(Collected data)
=======

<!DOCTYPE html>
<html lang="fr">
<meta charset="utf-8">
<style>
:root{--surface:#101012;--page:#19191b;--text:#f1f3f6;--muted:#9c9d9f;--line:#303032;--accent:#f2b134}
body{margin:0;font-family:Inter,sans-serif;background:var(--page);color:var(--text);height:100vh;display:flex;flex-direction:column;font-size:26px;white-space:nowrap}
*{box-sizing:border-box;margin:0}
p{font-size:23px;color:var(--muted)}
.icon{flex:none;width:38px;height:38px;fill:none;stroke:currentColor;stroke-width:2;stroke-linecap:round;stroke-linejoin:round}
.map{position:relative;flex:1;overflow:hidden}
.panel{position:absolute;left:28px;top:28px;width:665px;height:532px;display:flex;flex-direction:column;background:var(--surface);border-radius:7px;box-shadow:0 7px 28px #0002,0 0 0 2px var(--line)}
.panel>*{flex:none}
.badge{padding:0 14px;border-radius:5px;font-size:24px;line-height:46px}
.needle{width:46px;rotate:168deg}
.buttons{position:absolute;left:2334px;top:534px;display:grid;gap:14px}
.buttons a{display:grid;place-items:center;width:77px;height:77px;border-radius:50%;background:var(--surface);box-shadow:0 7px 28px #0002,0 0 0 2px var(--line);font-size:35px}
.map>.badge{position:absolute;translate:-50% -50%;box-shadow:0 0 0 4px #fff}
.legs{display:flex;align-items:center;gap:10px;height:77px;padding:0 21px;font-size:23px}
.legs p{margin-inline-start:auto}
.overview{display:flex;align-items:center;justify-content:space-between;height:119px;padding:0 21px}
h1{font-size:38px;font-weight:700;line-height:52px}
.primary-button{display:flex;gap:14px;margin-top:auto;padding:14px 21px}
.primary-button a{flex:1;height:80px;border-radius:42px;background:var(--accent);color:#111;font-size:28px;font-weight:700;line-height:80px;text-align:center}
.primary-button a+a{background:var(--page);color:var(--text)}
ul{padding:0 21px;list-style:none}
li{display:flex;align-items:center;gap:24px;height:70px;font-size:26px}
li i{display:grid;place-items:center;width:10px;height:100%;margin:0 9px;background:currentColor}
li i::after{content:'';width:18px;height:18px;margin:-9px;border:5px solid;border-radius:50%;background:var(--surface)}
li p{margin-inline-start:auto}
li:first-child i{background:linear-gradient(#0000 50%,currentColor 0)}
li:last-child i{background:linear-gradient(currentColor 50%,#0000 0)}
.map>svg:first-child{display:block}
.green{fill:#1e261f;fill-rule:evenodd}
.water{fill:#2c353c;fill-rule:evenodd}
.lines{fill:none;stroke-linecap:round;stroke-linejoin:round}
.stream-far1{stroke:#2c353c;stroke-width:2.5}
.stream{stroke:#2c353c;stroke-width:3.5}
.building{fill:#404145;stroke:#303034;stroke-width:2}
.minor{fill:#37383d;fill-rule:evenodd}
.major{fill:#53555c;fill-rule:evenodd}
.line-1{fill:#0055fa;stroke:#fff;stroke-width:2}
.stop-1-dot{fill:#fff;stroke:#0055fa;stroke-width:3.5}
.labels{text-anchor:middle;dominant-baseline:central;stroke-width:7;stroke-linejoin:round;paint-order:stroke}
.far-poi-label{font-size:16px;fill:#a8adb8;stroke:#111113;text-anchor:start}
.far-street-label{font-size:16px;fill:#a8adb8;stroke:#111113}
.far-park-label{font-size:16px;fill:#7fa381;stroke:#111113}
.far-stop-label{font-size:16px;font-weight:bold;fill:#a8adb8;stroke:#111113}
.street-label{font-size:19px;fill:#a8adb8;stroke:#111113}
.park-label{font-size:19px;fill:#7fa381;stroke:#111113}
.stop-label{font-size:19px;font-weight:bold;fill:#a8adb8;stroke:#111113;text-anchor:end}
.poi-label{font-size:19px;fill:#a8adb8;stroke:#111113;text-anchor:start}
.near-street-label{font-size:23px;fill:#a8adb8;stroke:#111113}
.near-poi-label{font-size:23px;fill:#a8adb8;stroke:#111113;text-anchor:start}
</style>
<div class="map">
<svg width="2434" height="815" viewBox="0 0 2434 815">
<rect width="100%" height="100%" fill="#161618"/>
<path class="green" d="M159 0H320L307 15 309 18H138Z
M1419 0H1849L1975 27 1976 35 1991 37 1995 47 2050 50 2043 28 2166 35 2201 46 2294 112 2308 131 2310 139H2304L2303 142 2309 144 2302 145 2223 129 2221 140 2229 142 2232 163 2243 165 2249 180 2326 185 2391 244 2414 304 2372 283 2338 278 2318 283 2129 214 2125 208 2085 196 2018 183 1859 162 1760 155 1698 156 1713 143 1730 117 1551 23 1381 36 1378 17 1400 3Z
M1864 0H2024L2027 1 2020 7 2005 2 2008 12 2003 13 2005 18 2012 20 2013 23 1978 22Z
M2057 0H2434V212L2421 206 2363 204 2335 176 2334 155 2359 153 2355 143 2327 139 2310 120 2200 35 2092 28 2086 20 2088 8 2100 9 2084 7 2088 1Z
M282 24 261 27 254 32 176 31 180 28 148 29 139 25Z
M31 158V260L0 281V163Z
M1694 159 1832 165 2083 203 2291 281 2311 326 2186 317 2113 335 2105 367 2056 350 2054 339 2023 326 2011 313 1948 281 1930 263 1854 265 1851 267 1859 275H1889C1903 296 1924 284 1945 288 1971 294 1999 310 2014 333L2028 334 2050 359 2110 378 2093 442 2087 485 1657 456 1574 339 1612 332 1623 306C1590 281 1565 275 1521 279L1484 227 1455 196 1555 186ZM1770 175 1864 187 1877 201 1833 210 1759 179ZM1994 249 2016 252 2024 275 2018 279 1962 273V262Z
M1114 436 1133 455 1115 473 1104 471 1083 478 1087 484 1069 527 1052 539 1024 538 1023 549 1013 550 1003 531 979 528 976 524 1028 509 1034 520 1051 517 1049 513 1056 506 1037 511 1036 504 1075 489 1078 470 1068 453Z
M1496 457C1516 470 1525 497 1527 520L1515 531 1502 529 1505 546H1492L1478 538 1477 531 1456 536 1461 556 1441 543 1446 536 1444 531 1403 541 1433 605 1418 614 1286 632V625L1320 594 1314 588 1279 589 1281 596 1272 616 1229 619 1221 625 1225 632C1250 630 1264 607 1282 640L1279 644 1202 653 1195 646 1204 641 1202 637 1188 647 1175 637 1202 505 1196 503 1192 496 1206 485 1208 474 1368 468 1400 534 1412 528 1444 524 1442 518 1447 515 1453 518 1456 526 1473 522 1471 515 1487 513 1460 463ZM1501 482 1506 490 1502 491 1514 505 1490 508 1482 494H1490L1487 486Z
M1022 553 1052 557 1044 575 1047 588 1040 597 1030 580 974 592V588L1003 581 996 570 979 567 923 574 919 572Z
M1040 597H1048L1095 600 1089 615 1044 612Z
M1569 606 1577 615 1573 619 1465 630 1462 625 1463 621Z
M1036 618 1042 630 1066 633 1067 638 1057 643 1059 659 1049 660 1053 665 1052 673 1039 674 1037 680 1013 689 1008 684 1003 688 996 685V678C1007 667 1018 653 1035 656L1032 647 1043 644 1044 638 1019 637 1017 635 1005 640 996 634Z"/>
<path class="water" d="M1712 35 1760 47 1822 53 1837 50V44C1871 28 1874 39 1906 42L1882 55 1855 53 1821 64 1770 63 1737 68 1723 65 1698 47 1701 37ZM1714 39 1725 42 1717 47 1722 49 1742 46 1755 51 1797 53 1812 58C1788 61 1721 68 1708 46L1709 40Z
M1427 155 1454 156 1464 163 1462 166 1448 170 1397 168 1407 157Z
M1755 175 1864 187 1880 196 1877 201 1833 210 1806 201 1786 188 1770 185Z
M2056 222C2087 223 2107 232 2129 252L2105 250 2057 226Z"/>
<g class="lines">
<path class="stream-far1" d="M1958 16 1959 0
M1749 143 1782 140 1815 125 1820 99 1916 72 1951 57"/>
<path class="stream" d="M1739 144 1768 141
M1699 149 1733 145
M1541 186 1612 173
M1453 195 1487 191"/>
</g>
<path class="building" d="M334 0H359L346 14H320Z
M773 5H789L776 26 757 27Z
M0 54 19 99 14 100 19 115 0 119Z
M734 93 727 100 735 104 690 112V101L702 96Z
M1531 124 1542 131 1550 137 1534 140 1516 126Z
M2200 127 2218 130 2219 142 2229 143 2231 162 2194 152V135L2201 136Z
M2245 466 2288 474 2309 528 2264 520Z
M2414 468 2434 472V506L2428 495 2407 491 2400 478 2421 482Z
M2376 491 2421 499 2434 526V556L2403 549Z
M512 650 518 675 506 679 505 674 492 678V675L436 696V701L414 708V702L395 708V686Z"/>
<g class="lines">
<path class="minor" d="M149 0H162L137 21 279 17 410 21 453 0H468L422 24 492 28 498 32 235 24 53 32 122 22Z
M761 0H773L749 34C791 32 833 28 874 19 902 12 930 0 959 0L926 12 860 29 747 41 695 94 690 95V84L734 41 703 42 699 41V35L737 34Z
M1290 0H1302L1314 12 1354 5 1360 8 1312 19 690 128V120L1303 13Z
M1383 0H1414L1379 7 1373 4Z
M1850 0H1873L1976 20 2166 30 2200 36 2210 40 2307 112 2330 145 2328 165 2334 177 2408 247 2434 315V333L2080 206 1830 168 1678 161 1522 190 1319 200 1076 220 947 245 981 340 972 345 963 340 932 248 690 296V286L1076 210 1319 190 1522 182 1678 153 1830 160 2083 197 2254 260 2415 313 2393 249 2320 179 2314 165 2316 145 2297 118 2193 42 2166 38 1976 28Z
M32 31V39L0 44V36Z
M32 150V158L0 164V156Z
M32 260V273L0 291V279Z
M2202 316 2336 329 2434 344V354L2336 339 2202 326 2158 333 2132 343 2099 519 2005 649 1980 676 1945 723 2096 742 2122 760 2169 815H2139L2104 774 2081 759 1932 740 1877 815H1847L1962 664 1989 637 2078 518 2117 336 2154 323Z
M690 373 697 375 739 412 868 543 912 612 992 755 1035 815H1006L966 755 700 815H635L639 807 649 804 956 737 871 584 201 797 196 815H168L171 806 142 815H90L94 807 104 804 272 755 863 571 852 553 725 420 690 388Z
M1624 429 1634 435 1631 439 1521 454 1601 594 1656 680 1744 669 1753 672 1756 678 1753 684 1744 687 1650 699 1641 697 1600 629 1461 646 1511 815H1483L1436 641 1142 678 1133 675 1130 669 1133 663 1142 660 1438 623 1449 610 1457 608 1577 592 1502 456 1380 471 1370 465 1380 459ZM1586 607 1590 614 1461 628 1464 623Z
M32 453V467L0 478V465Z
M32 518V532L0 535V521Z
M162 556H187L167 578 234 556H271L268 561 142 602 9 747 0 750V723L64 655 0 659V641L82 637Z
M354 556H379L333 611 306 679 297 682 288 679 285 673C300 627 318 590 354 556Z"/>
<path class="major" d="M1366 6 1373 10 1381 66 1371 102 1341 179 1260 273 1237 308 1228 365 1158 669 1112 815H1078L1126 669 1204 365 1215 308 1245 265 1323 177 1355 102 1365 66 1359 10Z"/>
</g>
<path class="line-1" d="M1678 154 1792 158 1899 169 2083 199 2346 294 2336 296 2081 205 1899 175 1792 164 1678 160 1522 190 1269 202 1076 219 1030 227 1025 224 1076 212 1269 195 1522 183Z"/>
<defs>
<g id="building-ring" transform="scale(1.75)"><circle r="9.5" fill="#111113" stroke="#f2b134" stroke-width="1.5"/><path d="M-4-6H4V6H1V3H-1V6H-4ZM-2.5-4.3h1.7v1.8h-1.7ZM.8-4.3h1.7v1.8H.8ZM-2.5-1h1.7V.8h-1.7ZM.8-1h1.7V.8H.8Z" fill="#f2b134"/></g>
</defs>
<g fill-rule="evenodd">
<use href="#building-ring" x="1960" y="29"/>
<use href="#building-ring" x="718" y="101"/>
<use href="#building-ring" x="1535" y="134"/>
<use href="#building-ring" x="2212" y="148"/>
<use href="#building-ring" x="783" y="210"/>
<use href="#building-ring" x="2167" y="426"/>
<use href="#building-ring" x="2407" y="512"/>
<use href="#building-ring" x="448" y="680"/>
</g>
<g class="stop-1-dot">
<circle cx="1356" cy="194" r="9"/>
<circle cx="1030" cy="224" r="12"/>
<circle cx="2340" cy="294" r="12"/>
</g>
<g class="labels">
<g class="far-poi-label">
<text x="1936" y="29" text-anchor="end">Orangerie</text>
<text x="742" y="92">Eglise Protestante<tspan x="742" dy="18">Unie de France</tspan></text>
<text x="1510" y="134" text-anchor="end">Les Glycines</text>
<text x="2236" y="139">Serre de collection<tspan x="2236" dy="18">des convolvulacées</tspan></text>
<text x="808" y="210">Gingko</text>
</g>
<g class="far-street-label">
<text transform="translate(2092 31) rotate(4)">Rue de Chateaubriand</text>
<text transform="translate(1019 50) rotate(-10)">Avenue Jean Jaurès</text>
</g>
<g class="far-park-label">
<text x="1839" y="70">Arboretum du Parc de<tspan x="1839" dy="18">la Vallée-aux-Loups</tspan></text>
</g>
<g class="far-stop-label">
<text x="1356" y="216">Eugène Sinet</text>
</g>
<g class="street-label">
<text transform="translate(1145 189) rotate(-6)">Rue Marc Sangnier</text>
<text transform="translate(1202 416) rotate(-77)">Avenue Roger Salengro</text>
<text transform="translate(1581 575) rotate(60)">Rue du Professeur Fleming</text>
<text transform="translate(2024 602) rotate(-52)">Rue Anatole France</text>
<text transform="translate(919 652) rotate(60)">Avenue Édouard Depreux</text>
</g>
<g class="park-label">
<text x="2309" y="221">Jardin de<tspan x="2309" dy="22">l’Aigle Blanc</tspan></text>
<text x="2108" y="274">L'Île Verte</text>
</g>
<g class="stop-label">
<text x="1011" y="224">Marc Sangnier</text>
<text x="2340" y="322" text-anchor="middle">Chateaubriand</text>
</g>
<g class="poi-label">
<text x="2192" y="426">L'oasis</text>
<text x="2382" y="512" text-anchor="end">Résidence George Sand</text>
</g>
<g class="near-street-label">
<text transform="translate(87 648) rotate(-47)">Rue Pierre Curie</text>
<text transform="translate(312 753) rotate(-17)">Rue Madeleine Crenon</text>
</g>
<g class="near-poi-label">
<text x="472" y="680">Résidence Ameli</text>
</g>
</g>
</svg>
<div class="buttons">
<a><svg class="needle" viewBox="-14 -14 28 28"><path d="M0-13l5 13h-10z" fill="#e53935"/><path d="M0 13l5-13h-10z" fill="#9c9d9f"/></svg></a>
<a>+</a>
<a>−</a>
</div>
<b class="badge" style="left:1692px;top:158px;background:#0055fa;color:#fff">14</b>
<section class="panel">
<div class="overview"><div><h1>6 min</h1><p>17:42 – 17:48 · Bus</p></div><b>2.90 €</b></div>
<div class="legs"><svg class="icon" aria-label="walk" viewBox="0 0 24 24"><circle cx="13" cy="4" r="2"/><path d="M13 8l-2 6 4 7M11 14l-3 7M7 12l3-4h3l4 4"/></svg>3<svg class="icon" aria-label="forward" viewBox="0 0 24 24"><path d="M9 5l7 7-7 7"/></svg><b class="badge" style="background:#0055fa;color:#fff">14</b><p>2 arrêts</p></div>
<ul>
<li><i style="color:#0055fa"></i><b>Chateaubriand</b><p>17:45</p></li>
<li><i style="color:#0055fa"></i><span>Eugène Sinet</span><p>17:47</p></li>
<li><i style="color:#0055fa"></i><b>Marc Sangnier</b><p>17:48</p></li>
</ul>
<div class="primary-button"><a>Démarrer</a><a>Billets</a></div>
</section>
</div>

=======

Work to complete: Exactly one number is the answer: how many lines in the data include the word "linecap".

Answer for the task: 2